Brother Jobe just nodded and patted my arm. Then she came out of it. One of the sisters wiped the food off her chin, while another replaced the now empty tray of cakes with a freshly refilled one.

“Pardon me,” she said, apparently coming back to herself. “I’m subject to fits. Did you know this old boy was a Jew, BJ?”

“He’s a member in good standing at the Congregational, far as I know, mother,” Brother Jobe said.

“Ain’t it so, Robert?” she said. “Born Ear-lick or something like that.”

“Ehrlich,” I said.

“That a fact?” Brother Jobe said.

“What of it?”

“You’re chosen,” the fat woman said.

“I never felt special,” I said.

“I’m anointing you, son, on behalf of you know who. Don’t be thick. Take the responsibility, or be goddamned.”

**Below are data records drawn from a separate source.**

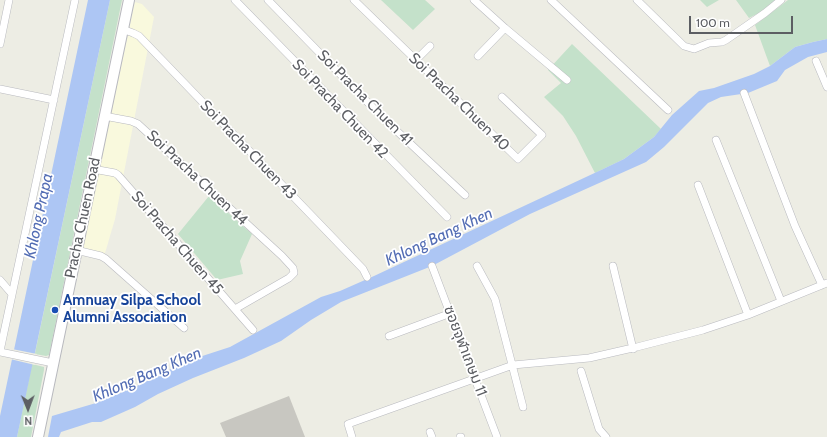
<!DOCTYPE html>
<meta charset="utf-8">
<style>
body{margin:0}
#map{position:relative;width:827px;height:437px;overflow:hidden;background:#edede4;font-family:Cabin,sans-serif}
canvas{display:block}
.north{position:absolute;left:8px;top:389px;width:40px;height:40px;-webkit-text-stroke:3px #fff;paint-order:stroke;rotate:179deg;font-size:11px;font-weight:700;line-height:16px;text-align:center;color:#5c5e63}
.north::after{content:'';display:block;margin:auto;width:14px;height:18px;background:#5c5e63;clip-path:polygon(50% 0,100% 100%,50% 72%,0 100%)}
.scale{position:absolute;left:689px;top:16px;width:104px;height:18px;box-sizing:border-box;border:2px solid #5c5e63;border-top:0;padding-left:5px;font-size:12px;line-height:14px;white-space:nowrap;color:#5c5e63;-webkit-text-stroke:3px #fff;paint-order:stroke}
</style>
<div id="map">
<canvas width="827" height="437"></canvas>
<div class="north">N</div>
<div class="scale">100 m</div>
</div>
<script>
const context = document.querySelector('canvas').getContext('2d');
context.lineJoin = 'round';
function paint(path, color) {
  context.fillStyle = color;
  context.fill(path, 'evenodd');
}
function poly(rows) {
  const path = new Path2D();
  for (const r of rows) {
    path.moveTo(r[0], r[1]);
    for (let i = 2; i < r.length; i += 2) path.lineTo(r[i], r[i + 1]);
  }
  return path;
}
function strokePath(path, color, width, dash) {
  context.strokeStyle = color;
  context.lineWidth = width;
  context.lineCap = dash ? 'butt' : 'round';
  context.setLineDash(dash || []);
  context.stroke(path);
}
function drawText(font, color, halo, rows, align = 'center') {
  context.font = font + ' Cabin,"Noto Sans Thai",sans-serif';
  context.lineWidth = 3.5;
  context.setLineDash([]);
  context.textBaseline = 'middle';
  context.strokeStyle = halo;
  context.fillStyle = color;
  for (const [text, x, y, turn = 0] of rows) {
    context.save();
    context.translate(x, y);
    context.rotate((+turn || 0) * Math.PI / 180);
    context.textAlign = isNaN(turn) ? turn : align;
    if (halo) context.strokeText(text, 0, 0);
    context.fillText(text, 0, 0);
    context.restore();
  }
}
paint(poly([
 [135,2,142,4,154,17,115,219,103,260,81,255]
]), '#f9f9dd');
paint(poly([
 [110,0,122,0,49,355,46,356,35,354,35,353],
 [381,0,425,0,435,9,413,30],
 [700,0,719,0,707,7],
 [736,0,775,0,761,12,749,18],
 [788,0,827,0,827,39,813,42,795,47,770,66,755,25],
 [572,44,661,129,654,137,624,159,595,173,576,136,563,116,544,97,561,83,548,70],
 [209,196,252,234,240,261,243,274,217,280,178,234],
 [32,364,44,367,44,370,31,437,17,437]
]), '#c4e1ca');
paint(poly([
 [88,0,110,0,17,437,0,437,0,416],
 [827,39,827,52,808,57,785,70,777,81,748,93,721,97,708,103,664,147,646,162,530,214,432,266,341,302,311,320,281,341,244,358,193,378,158,394,135,407,101,422,92,422,61,432,59,437,48,437,52,416,96,403,137,386,187,361,230,347,321,297,340,291,374,276,601,170,624,159,654,137,672,115,699,91,714,88,754,74,770,66,795,47,813,42]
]), '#adc6f4');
paint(poly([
 [12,349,37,354,35,365,10,359]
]), '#edede4');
paint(poly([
 [289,396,305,437,226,437,220,423]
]), '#c8c7c1');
const minor = poly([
 [235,0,447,217],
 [268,0,383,118,465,195],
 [354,0,518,159,542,135,502,97],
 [474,0,505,28,567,80],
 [551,0,668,110],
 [637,0,684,46,694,49,709,43,722,42,726,40,765,13,781,0],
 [122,29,133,33,139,36,363,269,367,277],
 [0,44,9,0],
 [478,56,505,28],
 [416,60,430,46],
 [816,61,827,87],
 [0,89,54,100],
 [744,93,795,226,822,285],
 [104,116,131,121,138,124,282,256,293,268,294,273,289,278,235,309],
 [716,140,781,301],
 [93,169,115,173,118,175,253,330],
 [698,185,748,315],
 [76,250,101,256,106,259,184,328],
 [432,266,497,437],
 [477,266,495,299,523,407],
 [613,266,633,349],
 [0,280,12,294],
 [389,336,451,313],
 [0,351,75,0],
 [0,352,53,363],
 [581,371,599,429,606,437],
 [430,432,432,437],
 [352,437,348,424,513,365,589,358,637,347,703,330,748,315,827,283],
 [460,437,461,437]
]);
const secondary = poly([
 [38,437,129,0]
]);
strokePath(minor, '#b9babf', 8);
strokePath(secondary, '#b8b9be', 12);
strokePath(minor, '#fff', 7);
strokePath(secondary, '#fff', 10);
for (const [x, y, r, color] of [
 [55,310,4,"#1a4fb4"]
]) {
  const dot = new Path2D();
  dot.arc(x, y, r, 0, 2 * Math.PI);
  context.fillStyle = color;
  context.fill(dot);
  strokePath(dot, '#fff', 1.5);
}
drawText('15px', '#5c5e63', '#fff', [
 ["Soi Pracha Chuen 41",365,98,45],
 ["Soi Pracha Chuen 40",459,102,44],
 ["Soi Pracha Chuen 42",340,109,46],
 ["Soi Pracha Chuen 43",248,150,46],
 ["Soi Pracha Chuen 44",197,178,43],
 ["Pracha Chuen Road",83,218,-78],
 ["Soi Pracha Chuen 45",177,243,49],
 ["ซอยจุฬาเกษม 11",465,351,69]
]);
drawText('bold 15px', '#164399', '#fff', [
 ["Amnuay Silpa School",63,301],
 ["Alumni Association",63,318]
], 'left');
drawText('italic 16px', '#536db4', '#fff', [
 ["Khlong Prapa",39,216,-78],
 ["Khlong Bang Khen",439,237,-25],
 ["Khlong Bang Khen",147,375,-23]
]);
</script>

“May I ask what you’re choosing me for?”

“To be a father,” she said. “No, to be more than a father.”

“I’ve already been one.”

“Then you’ll know what to do.”

“I don’t understand.”

“You will. In all your trials. Oh…”

The fat lady appeared to hyperventilate. Her left eye rolled up again, and she fell into another spasm, more profound this time, like an epileptic seizure. In the process, she knocked the little tray of sweets off the bed. Her body went rigid and tremored. She spit up more food. If it had been up to me, I would have rushed to make sure her airway was clear, or to put something in between her teeth to keep her from biting her tongue, but the others went about their business as if they’d seen it happen a thousand times, and perhaps they had. The sister with the fan just fanned. The singers kept chanting. The fit lasted less than a minute. Then the fat woman subsided in place and seemed to fall instantly into a deep fathomless slumber, her aspirations noisy and full.

“You sleep now, precious mother,” Brother Jobe said, while sort of lifting me by the elbow out of my seat, saying, “Let’s go, old son.

I couldn’t wait to get out of there. He took me back through the labyrinth of new construction to the lobby in the old part of the school. It was developing into yet another hot day, but nothing like the heat in that room. The sheer memory of that funky odor was still nauseating.

“How’d she know my name and all that,” I said.

“Ain’t it obvious?”

“Not to me.”

“Mary Beth ain’t like other people.”

“What’s her deal?”

“Look, old son. There’s real strangeness in this world of ours. Back in the machine times, there was so much noise front and back, so to speak, it kept us from knowing what lies behind the surface of things. Now it stands out more.”

“Am I ever going to understand what I just saw?”

“I don’t know as I understand it all myself. She has powers. It’s a dadblamed miracle. Probably a sort of curse too, for her.”

“What am I supposed to do?”

“I don’t know,” Brother Jobe said. “Ride with it. The truth will be revealed by and by. Like the old song goes: farther along, we’ll understand why.”

“Are you going to cooperate and come in with Loren and me this evening?”

“Sure I am. Didn’t I already say so? You just come by. I’ll be ready. Now about this Karp fella. He won’t let you search his premises for stolen goods. I ain’t even met the sumbitch, and I can tell you that. When you decide you want to bring him in, you come here and apply to Brother Joseph for assistance. You hear? He’ll know what to do.”

“We have to give Karp a chance to come in peacefully with us, first.”

“You ever study where God’s law diverges from man’s law?”

’Well, oddly enough, man’s law ain’t always grounded in human nature. Ain’t that a funny paradox?”

“I’m just trying to avoid a war.”

“If I didn’t know better, I’d say you got too much Jesus in you.”